• _WHAT YOU SHOULD DO_
Below are some records. Copy every line in them that holds "Give".
═══
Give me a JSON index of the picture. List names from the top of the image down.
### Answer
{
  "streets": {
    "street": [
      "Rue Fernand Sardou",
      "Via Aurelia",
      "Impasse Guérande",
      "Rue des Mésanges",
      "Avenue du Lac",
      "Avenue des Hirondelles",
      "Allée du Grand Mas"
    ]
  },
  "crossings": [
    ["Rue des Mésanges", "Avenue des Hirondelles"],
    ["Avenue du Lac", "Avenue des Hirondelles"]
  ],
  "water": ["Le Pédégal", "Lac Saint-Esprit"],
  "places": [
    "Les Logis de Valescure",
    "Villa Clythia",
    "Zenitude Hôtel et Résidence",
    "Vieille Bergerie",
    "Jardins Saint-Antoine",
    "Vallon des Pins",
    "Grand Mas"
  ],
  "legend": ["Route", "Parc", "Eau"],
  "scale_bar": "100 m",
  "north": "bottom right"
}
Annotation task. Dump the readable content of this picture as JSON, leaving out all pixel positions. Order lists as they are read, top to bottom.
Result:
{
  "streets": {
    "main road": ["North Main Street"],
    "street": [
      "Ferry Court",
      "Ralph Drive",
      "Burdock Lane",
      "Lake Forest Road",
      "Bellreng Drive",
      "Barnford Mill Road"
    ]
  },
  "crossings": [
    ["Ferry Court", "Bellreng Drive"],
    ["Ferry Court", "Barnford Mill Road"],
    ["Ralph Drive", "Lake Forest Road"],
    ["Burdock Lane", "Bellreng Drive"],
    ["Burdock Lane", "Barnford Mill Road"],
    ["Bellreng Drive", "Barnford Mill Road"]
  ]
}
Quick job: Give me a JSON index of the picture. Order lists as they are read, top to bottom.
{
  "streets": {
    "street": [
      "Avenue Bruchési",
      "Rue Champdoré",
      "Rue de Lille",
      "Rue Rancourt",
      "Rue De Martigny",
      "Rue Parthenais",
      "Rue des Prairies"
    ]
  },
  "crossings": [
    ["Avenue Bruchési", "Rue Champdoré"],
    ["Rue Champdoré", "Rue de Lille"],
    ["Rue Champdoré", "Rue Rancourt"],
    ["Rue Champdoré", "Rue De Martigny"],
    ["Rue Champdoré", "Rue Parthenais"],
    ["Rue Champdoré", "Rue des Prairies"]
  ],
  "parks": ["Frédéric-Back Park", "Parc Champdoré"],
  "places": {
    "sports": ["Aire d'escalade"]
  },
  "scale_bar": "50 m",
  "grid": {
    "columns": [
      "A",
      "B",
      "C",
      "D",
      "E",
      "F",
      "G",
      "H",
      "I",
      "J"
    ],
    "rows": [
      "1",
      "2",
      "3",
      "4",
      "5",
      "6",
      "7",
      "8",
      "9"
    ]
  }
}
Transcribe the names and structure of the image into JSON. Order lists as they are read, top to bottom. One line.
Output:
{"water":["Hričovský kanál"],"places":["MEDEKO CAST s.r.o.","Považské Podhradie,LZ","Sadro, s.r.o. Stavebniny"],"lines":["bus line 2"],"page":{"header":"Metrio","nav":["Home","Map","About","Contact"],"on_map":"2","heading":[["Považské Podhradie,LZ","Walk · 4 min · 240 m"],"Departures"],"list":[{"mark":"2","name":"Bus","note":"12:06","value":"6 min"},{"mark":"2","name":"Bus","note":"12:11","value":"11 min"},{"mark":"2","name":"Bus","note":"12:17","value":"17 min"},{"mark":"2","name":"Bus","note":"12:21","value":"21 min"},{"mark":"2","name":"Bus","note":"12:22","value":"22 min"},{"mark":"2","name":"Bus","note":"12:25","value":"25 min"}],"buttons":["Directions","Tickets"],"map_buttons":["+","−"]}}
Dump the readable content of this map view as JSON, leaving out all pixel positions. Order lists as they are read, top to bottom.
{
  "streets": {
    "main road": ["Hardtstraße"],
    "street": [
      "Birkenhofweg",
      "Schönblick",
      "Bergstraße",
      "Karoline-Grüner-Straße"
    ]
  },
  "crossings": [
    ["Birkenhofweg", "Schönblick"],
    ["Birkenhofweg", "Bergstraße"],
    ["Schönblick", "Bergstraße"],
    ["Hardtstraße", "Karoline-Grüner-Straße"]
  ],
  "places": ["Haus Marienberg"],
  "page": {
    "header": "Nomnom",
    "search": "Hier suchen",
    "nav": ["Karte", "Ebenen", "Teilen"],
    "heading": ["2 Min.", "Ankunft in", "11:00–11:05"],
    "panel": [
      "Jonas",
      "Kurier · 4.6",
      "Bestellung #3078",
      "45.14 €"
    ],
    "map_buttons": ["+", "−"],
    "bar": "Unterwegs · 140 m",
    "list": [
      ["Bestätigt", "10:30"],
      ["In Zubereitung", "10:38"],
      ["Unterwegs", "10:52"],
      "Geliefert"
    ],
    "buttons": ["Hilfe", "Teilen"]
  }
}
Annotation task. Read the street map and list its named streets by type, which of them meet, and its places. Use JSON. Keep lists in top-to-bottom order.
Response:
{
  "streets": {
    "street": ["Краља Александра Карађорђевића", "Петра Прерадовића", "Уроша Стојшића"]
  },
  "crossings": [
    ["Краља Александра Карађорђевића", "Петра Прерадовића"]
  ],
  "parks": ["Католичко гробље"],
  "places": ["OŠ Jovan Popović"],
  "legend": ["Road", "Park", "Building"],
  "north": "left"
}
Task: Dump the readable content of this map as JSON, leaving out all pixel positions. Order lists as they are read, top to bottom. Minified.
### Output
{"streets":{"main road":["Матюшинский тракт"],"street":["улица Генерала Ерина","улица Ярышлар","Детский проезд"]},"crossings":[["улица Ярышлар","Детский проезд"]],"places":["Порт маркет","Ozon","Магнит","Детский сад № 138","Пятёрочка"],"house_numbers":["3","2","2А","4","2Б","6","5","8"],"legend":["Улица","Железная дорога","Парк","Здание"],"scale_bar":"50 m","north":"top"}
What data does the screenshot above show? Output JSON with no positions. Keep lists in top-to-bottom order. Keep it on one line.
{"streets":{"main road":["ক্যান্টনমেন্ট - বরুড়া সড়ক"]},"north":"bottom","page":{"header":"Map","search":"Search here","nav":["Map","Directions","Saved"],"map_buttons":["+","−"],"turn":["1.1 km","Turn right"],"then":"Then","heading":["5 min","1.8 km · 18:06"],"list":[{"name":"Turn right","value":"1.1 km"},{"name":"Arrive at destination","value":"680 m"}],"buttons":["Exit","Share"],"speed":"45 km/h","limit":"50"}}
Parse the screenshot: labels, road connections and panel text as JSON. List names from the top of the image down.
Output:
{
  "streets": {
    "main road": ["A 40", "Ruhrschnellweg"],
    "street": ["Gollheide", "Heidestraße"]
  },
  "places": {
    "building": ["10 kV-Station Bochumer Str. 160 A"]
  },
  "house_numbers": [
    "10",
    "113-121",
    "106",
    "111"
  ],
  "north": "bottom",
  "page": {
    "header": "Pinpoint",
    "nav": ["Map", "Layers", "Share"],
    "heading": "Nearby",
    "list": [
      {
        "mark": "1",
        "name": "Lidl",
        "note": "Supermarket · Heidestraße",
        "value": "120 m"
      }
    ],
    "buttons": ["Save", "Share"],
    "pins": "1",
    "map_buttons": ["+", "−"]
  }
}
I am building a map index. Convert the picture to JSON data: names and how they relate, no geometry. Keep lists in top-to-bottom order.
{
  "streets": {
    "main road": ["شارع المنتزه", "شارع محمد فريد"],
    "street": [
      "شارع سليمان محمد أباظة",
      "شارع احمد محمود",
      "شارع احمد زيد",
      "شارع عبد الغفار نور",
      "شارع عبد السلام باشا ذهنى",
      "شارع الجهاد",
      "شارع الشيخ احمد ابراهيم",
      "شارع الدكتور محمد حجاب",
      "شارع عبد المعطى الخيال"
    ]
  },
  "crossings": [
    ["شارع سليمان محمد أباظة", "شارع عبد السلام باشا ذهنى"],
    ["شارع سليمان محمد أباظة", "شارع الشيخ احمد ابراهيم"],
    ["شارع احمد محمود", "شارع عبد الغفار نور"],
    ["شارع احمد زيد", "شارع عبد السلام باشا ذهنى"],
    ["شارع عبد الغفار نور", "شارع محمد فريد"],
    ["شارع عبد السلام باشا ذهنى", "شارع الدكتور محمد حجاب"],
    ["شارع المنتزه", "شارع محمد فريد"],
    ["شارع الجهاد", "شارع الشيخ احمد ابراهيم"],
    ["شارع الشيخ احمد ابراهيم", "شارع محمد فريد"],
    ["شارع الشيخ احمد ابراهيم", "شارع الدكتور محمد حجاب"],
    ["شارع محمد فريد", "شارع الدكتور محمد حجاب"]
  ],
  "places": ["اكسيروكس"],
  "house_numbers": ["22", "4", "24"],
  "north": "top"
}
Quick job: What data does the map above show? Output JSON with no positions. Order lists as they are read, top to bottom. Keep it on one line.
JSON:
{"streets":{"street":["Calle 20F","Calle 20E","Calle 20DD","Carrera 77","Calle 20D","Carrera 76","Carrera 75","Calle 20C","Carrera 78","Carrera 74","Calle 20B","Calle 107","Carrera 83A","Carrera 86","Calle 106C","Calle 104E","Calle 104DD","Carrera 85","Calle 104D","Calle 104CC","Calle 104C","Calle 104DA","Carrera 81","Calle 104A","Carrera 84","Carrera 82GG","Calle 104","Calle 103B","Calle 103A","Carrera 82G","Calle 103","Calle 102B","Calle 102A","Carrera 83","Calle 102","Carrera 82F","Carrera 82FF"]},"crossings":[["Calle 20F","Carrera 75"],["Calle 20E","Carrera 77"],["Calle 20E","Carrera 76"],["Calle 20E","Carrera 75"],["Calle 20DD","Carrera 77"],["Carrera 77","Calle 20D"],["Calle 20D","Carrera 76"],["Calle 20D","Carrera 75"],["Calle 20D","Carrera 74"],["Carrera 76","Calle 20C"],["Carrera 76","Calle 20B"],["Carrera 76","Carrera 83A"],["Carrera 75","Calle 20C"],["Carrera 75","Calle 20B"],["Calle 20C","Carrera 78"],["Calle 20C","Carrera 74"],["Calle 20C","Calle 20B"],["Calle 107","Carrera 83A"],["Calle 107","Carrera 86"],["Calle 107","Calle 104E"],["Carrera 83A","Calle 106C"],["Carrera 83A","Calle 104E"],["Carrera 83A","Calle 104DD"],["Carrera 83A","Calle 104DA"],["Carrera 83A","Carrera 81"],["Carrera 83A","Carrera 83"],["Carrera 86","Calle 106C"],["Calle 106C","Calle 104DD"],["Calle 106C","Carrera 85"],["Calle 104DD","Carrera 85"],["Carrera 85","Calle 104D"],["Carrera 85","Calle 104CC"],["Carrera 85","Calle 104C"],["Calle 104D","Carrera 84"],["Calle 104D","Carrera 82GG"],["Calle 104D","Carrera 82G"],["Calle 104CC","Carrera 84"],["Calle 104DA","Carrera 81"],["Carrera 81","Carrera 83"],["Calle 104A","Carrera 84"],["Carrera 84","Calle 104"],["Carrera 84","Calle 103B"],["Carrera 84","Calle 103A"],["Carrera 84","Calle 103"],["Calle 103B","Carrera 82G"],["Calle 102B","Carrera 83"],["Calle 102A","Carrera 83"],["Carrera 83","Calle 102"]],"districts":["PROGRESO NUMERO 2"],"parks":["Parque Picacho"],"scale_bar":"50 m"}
═══
• _ANSWER_
Give me a JSON index of the picture. List names from the top of the image down.
Quick job: Give me a JSON index of the picture. Order lists as they are read, top to bottom.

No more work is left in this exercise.